[Items from a dataset]
○ ○ ○ ○
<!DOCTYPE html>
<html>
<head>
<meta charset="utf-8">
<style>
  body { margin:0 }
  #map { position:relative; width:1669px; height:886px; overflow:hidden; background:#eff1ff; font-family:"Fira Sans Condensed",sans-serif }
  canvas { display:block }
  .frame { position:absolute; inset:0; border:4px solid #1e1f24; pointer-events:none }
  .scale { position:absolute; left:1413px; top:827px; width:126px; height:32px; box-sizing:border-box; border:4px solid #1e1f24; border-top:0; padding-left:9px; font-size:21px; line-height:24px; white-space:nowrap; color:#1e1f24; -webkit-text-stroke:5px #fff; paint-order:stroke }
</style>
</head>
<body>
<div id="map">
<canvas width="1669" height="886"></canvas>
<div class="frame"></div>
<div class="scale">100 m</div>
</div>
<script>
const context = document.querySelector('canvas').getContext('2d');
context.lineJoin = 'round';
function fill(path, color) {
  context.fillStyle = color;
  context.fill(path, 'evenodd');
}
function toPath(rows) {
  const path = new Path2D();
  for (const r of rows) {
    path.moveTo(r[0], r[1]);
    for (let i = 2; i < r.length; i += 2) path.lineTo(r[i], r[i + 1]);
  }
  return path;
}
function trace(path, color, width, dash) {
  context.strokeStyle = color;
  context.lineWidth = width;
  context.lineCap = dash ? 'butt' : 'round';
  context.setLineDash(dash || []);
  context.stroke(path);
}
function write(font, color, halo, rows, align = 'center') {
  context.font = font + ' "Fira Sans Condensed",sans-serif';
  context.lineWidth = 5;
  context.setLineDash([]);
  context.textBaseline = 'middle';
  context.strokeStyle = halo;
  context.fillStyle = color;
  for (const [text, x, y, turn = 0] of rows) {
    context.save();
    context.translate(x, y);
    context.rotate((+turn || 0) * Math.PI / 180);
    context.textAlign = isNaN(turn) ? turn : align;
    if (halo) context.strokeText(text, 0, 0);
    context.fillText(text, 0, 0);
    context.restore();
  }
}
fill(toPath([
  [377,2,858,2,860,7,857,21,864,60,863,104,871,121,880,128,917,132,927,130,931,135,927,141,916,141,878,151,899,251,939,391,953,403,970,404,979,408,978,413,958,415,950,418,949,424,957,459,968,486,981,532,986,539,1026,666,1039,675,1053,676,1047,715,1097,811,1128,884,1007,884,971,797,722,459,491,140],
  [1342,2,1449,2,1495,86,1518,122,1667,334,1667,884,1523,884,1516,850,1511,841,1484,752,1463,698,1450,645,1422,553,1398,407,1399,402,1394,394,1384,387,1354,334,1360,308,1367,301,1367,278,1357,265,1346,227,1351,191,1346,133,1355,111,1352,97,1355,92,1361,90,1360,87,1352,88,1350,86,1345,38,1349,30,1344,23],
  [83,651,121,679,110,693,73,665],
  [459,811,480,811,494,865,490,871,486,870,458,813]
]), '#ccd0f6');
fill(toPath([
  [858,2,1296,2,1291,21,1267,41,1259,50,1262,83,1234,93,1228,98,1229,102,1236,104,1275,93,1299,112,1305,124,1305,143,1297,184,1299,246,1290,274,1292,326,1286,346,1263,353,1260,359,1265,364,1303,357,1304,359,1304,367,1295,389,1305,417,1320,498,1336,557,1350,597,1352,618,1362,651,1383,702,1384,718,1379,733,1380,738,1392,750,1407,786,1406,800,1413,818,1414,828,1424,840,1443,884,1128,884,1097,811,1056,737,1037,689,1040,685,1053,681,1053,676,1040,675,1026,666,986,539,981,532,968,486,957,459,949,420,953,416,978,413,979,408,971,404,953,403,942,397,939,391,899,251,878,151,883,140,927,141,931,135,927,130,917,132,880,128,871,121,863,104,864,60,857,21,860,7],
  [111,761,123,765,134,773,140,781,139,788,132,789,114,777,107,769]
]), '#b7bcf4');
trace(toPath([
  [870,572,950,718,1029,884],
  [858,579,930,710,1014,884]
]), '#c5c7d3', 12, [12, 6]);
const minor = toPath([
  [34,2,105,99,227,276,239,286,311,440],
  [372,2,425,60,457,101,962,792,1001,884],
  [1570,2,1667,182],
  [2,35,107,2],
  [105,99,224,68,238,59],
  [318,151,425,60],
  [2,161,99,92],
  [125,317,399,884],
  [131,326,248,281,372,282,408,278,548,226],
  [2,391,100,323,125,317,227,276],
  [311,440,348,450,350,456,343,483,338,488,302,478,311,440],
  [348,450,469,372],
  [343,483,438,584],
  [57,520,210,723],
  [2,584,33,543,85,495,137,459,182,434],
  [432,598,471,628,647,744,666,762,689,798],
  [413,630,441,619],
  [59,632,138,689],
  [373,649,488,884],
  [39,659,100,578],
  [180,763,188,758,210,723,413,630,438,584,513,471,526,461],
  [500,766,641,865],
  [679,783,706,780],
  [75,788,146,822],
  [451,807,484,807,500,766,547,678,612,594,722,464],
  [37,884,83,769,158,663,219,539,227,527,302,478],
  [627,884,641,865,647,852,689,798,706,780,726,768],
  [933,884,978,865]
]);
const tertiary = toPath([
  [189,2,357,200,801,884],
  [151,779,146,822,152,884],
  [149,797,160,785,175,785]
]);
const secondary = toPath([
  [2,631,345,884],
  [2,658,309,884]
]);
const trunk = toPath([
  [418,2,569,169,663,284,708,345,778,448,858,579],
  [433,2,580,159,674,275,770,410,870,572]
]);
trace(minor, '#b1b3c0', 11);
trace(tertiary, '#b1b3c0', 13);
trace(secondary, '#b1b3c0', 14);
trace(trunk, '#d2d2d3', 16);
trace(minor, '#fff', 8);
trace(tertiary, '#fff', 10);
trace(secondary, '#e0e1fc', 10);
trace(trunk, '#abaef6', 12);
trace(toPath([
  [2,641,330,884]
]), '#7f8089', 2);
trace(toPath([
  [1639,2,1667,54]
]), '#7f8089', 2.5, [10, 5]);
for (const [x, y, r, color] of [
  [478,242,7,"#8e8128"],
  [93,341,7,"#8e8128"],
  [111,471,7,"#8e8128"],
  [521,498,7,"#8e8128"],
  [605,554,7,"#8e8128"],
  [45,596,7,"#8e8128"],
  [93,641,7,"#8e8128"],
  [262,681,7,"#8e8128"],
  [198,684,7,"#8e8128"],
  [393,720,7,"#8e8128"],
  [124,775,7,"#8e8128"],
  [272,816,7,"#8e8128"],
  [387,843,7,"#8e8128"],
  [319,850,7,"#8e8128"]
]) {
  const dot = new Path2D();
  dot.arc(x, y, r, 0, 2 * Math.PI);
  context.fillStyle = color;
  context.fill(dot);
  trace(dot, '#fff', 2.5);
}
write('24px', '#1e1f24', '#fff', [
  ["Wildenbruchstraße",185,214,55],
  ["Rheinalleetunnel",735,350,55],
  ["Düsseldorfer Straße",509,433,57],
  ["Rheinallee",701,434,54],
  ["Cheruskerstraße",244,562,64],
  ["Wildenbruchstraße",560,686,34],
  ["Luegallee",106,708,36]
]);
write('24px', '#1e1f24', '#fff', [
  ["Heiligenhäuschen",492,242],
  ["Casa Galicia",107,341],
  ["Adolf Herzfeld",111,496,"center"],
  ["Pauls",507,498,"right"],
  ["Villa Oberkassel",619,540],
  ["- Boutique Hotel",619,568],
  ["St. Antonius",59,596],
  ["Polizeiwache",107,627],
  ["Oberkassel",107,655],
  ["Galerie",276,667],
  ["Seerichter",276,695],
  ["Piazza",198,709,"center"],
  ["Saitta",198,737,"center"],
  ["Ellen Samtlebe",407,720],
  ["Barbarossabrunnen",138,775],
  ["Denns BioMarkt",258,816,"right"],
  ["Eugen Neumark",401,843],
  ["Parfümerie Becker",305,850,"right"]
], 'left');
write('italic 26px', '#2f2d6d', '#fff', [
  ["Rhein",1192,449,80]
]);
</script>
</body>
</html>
○ ○ ○ ○
Task statement: Find the string "canvas" in the records, then copy each line where it occurs.

Response below:
  canvas { display:block }
<canvas width="1669" height="886"></canvas>
const context = document.querySelector('canvas').getContext('2d');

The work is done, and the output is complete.